La mano de Hugo se movió desde detrás de mi cuello para ir a tocar la guitarra justo detrás de mi rodilla y yo estaba lista para irme. Ni siquiera entendía por qué habíamos venido. Últimamente no salíamos mucho. La vida con Hugo no era caótica como había sido en un principio. Aunque yo me esforzaba por seguir siendo espontánea y no pensar tanto, era él quien se encargaba de que tuviéramos un sistema ordenado, con horarios y rutinas, que me impedían caer en una crisis de stress, perder clases u olvidar que era sábado y tenía que almorzar con mis padres.

Los exámenes finales estaban a la vuelta de la esquina, y Hugo, aunque había declinado la invitación de su familia para volver a Nashville, sí estaba trabajando como arreglista para el nuevo disco de su mamá.
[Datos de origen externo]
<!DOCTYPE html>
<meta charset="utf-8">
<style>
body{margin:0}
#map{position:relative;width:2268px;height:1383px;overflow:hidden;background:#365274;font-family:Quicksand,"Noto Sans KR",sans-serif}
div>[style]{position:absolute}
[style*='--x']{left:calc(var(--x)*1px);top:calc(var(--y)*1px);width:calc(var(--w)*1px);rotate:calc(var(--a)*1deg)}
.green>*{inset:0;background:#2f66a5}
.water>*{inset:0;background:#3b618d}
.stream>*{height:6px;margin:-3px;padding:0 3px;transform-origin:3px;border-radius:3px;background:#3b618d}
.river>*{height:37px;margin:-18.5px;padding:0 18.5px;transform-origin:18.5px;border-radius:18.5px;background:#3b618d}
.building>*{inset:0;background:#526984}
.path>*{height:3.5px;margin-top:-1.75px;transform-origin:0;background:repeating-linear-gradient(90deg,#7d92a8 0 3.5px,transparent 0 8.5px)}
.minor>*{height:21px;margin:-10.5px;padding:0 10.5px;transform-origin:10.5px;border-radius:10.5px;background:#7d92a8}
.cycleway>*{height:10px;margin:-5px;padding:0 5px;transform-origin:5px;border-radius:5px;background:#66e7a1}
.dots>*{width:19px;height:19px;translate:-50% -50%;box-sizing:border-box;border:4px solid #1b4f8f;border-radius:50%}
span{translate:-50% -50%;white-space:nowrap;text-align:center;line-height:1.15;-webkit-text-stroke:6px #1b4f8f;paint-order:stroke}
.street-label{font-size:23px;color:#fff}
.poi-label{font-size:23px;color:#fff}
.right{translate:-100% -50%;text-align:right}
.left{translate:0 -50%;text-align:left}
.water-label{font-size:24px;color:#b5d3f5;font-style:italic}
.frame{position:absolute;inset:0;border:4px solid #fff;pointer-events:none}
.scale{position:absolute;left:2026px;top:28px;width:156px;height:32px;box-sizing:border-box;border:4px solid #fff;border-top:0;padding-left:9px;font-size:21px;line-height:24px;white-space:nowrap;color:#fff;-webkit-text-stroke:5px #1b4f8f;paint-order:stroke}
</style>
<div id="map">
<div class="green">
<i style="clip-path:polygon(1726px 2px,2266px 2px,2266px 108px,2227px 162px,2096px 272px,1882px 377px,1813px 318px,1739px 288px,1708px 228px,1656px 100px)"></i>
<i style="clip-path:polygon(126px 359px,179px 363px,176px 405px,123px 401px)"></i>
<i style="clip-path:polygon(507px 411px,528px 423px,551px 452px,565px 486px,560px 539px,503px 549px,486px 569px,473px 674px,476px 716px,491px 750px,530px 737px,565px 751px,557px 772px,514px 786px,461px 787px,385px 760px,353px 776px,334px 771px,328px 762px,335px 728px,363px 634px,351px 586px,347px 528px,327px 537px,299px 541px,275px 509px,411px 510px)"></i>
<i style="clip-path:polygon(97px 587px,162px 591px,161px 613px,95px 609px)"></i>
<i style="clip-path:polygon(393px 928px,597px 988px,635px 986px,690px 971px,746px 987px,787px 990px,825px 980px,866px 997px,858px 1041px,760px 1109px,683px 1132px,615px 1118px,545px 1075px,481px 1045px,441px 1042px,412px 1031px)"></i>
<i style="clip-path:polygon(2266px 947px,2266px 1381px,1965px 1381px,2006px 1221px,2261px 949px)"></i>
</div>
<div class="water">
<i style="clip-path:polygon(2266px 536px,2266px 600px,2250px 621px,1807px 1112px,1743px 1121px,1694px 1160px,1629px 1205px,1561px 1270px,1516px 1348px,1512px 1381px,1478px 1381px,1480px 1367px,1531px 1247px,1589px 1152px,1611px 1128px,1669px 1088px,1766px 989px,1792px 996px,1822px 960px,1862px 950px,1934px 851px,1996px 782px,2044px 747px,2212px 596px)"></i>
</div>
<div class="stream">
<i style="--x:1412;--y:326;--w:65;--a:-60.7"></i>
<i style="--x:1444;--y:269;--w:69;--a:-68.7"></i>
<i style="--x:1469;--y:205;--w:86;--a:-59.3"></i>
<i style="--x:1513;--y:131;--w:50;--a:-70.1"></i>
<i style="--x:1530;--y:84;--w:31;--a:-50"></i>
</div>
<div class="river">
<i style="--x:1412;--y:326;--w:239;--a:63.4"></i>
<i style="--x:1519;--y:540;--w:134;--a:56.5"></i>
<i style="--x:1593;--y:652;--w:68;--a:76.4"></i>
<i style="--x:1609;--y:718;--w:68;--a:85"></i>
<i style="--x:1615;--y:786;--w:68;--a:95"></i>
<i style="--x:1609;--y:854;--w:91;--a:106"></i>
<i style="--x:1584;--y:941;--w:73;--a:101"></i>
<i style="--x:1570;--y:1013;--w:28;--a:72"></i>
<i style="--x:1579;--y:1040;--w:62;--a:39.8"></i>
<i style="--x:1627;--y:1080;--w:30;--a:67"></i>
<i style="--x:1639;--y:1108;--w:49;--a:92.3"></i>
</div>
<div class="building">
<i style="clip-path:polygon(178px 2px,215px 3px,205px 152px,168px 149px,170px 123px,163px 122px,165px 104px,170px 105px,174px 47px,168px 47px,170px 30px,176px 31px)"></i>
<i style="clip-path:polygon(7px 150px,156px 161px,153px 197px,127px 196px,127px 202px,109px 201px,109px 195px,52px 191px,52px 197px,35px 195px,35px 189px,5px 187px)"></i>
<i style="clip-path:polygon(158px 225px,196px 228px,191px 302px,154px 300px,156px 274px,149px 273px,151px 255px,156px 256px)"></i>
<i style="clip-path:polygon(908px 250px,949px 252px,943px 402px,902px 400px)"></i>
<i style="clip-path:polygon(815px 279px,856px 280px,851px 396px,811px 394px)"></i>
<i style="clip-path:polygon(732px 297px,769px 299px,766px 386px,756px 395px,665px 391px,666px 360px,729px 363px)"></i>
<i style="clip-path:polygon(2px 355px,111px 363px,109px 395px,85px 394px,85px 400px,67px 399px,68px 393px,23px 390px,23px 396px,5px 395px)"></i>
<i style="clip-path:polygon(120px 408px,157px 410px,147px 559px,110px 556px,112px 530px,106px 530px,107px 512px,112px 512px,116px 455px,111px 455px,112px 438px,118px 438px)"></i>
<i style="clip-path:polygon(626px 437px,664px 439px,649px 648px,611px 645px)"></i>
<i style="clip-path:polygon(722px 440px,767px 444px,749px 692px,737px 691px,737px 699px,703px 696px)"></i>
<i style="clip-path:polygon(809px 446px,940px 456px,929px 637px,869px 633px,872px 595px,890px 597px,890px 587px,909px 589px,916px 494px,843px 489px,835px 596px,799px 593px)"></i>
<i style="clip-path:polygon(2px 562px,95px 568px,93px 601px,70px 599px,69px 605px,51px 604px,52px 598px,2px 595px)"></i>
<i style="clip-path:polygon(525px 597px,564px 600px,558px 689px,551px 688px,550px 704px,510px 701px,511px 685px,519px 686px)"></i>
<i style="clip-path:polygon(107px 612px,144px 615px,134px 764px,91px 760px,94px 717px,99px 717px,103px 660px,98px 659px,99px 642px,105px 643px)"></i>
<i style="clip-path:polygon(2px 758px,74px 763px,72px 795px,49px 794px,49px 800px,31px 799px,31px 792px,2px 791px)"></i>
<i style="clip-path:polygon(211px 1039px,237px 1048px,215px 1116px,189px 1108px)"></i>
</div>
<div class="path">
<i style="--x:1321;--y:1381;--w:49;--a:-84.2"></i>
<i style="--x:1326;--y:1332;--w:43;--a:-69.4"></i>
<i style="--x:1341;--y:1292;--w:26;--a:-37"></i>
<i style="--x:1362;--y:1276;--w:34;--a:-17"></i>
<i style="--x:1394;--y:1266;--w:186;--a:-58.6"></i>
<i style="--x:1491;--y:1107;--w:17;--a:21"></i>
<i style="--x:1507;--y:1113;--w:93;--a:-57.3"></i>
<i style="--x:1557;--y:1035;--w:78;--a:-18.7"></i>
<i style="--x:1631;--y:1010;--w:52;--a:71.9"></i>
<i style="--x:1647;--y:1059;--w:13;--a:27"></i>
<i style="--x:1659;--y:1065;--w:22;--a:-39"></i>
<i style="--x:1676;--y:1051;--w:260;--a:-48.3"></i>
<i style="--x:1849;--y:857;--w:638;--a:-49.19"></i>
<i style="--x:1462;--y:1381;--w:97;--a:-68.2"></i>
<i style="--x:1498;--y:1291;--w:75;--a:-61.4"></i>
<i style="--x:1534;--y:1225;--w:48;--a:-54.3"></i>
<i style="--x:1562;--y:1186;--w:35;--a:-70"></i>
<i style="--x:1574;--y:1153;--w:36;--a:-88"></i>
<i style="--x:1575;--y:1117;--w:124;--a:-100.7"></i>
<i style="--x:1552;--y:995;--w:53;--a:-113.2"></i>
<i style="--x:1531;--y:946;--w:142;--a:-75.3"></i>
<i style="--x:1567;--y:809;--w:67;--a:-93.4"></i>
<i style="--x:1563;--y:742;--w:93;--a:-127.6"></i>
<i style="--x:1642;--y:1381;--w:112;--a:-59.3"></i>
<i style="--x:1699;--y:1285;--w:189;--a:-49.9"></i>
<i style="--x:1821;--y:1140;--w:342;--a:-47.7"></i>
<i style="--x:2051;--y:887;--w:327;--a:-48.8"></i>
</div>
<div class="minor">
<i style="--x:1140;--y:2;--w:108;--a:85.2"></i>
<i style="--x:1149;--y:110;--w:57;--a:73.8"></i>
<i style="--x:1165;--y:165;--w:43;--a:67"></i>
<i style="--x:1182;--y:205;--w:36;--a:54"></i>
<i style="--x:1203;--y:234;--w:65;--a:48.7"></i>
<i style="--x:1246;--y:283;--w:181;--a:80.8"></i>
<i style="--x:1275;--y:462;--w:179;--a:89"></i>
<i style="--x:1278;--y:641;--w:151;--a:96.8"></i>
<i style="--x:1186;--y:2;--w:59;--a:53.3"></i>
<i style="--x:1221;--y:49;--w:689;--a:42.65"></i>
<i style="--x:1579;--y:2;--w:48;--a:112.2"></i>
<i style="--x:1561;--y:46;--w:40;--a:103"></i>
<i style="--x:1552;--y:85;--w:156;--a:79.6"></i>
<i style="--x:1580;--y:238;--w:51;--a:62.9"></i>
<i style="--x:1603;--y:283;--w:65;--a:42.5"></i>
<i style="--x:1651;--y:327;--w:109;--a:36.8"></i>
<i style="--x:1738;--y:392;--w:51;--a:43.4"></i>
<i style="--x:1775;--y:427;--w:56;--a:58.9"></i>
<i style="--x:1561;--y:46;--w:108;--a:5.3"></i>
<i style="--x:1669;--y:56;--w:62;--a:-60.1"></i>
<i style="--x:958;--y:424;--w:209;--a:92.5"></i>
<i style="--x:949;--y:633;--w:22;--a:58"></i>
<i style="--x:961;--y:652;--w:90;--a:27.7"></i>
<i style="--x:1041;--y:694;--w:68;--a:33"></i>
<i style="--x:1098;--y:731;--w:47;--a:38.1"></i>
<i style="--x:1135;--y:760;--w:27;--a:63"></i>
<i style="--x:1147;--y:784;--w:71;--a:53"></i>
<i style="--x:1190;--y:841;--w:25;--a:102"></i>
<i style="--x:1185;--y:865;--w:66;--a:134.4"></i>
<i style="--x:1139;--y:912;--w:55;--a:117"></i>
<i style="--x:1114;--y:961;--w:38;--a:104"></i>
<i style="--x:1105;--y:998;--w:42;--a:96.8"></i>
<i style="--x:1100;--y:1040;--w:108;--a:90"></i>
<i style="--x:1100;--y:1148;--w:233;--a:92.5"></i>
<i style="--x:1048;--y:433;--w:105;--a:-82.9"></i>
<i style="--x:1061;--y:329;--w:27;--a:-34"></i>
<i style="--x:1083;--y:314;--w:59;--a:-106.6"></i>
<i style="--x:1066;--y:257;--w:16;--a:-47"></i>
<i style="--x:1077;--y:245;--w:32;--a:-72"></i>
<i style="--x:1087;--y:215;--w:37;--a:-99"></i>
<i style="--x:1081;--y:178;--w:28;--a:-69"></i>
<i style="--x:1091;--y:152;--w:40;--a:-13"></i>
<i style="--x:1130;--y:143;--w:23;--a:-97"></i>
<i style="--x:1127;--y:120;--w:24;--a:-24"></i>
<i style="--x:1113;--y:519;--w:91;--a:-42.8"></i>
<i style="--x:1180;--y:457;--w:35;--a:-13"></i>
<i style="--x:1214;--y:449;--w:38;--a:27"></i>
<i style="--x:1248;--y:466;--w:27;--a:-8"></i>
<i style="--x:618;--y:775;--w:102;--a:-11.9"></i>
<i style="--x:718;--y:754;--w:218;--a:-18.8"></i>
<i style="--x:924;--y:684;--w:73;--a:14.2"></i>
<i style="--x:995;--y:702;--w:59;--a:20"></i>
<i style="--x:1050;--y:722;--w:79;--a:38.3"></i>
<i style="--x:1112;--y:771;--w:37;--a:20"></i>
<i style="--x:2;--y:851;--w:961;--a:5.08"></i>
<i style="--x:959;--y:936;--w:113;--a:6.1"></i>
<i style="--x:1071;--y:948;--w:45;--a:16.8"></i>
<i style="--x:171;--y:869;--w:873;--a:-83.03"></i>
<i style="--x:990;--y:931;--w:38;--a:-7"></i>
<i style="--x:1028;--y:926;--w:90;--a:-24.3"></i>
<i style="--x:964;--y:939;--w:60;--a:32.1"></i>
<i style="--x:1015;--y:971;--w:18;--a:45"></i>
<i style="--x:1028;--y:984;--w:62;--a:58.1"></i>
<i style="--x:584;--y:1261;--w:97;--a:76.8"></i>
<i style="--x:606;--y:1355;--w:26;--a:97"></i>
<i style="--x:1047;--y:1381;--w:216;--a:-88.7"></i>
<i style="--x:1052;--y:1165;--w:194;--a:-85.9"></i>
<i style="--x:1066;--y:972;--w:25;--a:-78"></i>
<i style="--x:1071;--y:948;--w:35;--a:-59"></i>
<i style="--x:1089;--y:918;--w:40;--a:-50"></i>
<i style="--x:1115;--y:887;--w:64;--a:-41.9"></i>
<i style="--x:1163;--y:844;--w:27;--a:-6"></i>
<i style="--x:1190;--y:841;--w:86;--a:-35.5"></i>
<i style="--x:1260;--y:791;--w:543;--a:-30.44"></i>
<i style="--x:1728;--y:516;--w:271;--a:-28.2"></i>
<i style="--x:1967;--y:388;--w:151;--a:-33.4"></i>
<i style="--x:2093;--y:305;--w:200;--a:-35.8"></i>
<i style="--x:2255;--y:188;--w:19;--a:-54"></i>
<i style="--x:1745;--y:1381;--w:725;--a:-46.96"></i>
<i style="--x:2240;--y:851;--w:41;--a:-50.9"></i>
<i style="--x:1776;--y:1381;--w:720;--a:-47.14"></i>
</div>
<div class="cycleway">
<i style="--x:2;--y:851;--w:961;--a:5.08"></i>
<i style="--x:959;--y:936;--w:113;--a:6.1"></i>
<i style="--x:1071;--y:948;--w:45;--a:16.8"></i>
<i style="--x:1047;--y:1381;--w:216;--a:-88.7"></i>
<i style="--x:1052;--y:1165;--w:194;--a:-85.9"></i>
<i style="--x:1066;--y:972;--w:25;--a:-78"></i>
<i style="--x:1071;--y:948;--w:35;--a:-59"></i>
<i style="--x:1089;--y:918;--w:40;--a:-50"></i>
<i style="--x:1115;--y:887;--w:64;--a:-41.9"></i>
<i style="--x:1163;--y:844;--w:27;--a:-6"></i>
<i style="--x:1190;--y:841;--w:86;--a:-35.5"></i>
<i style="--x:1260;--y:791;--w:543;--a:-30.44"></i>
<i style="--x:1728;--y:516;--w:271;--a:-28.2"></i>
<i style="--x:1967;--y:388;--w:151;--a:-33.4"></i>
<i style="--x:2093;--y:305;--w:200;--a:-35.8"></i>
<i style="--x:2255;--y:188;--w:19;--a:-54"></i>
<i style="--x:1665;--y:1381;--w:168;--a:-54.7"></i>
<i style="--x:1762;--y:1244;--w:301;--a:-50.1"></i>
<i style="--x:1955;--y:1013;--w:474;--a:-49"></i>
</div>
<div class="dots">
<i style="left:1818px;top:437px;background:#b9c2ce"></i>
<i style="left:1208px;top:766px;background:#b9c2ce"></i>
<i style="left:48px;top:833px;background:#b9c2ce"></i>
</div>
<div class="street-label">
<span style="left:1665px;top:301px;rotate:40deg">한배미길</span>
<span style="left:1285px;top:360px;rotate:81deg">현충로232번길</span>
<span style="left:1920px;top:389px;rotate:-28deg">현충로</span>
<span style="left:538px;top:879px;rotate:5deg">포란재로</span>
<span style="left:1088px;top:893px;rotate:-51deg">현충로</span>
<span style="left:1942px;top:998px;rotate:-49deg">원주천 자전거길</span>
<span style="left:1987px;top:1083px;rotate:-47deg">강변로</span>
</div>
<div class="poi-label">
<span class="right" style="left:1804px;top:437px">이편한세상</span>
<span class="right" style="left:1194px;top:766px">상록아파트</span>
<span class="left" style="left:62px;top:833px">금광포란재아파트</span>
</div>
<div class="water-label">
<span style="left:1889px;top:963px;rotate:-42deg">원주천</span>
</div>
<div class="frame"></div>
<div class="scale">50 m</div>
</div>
Por ello, cuando no tenía que tocar con Ares, presentaciones a las que ya yo no iba debido a las responsabilidades académicas, pues tenía mucho que recuperar, se quedaba en su casa trabajando en las partituras nuevas de Ana Cobos.

Esos días él se sentaba en el piano a componer y yo en el sofá a estudiar, arrullada por canciones de country que invariablemente trataban sobre un hombre malo o un corazón roto. Algunas veces la música paraba y él venía a mí, quitaba el portátil o el libro de mi regazo y me hacía el amor en el sofá. Cuando volvía a trabajar, la canción sonaba mil veces mejor y, obviamente, yo no podía volver a pensar en el uso adecuado del bisturí.